Drei Kilometer entfernt, in einer kleinen Wohnung mit zu vielen Pflanzen und zu wenig Licht, saß Jessy vor ihrem Laptop. Der Bildschirm warf ein bläuliches Licht auf ihr Gesicht, das in diesem Moment einen Ausdruck trug, den man am besten als entschlossene Verbitterung beschreiben konnte.
Jessy war einmal eine der lautesten Stimmen in Kaiser Horsts Community gewesen. Sie hatte Fanvideos gemacht, Fanart gepostet, jeden Stream kommentiert. Sie hatte Horst geliebt, auf die Art, wie man Menschen liebt, die man nie wirklich kennt, aber für die man sich eine Version ausgedacht hat, die perfekt zu dem passt, was man sich wünscht.
Und dann hatte sie Geld gebraucht. Nicht viel, aber dringend. Eine kaputte Waschmaschine, eine überfällige Miete, ein Notfall, der sich wie ein Dominostein auf den nächsten gestapelt hatte. Sie hatte Paul angeschrieben, Horsts ruhigsten und zuverlässigsten Freund, der einmal in einem Stream erwähnt hatte, dass er manchmal Community-Mitgliedern in Not half. Paul hatte ihr geantwortet. Er hatte ihr Geld geliehen. Dreihundert Euro, die sie zurückzahlen wollte, sobald sie konnte.
Das Problem war: Sie hatte es nie zurückgezahlt. Nicht weil sie nicht wollte, sondern weil das Leben immer einen neuen Grund fand, das Geld woanders hinzuleiten. Und je länger sie wartete, desto schwerer wurde es, einfach zu schreiben und zu sagen: Hier ist dein Geld, tut mir leid für die Verzögerung. Die Schuld hatte sich in ihrem Kopf zu etwas Größerem aufgebläht, zu einem Symbol ihrer eigenen Unzulänglichkeit, ihrer Unfähigkeit, die einfachsten Dinge zu regeln.

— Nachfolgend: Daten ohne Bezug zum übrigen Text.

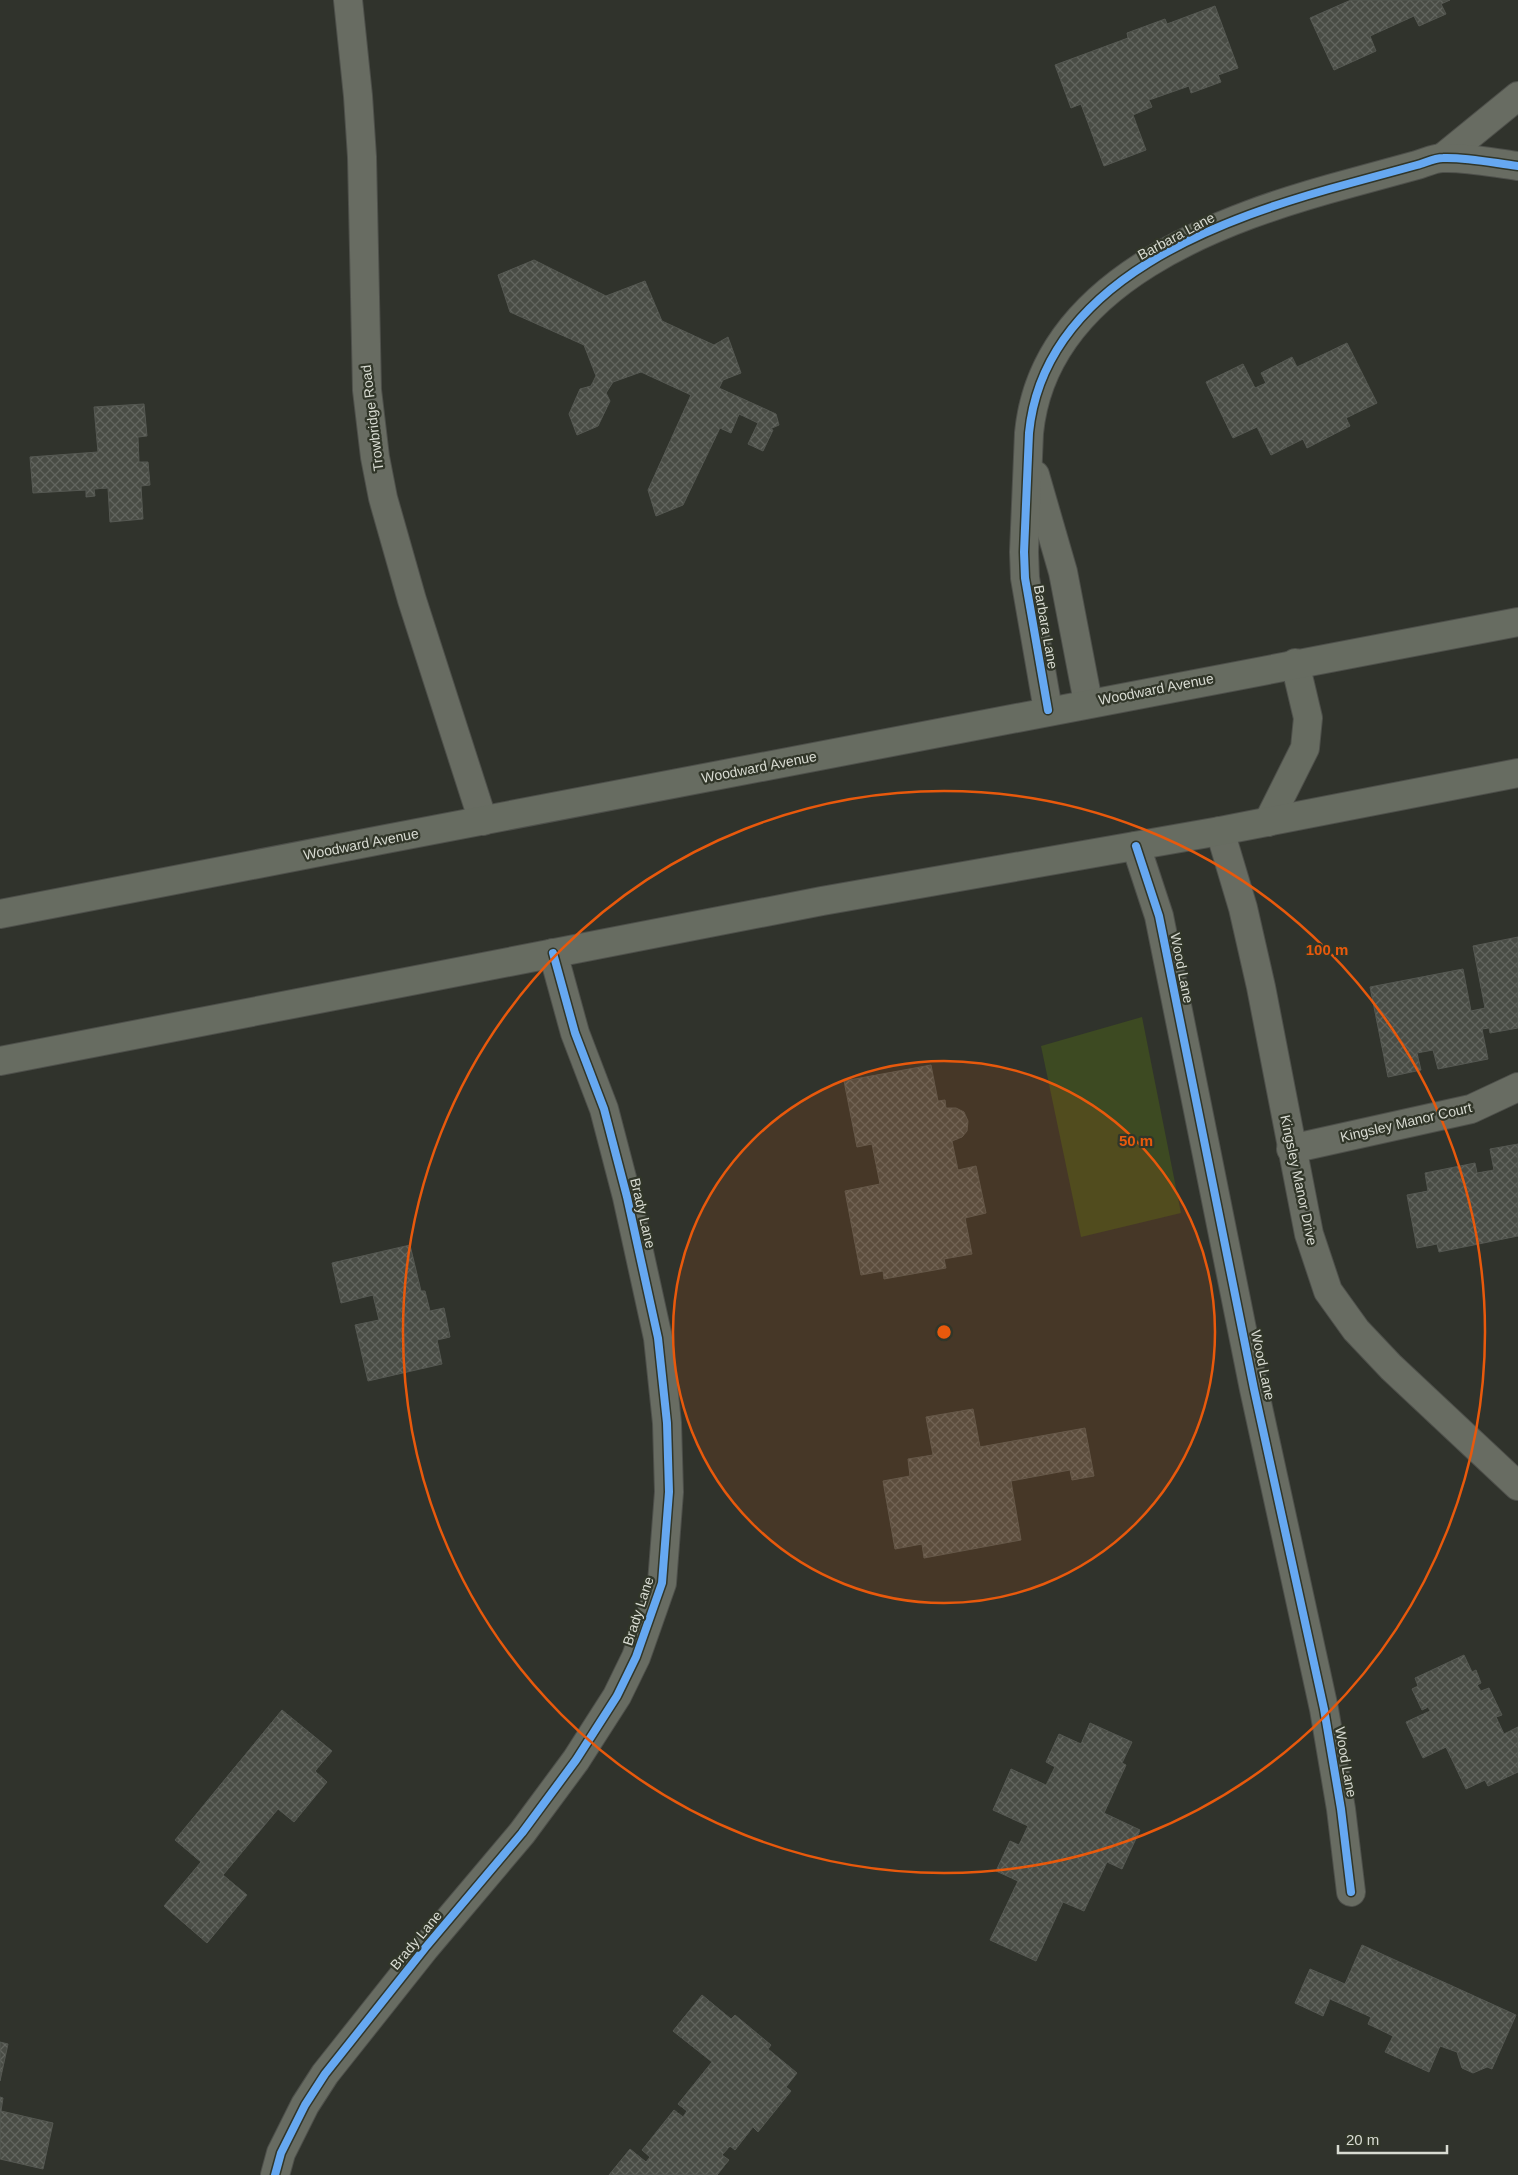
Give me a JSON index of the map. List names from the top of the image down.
{
  "streets": {
    "main road": ["Woodward Avenue"],
    "street": [
      "Barbara Lane",
      "Trowbridge Road",
      "Wood Lane",
      "Kingsley Manor Court",
      "Kingsley Manor Drive",
      "Brady Lane"
    ]
  },
  "crossings": [
    ["Barbara Lane", "Woodward Avenue"],
    ["Trowbridge Road", "Woodward Avenue"],
    ["Kingsley Manor Court", "Kingsley Manor Drive"]
  ],
  "scale_bar": "20 m",
  "rings": ["100 m", "50 m"]
}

Und dann hatte Nick Lustig ihr geschrieben.
Sie wusste, wer Nick Lustig war. Jeder in der Community wusste es. Er war der Bösewicht, das Monster, der Mann, der Kaiser Horst das Leben zur Hölle gemacht hatte. Aber seine Nachricht war nicht böse gewesen. Sie war verständnisvoll gewesen, fast freundlich. Er hatte ihr gesagt, dass er wisse, wie es sich anfühle, von Horst und seinen Freunden benutzt zu werden. Dass Paul ihr Geld als Druckmittel eingesetzt habe, um sie zu kontrollieren. Dass die ganze Community nur eine Maschine sei, die Horst mit Aufmerksamkeit und Geld versorge, während er nichts zurückgebe.
Es war eine Lüge. Aber es war eine Lüge, die sich anfühlte wie die Wahrheit, wenn man sie oft genug hörte.
Jessy tippte eine Antwort.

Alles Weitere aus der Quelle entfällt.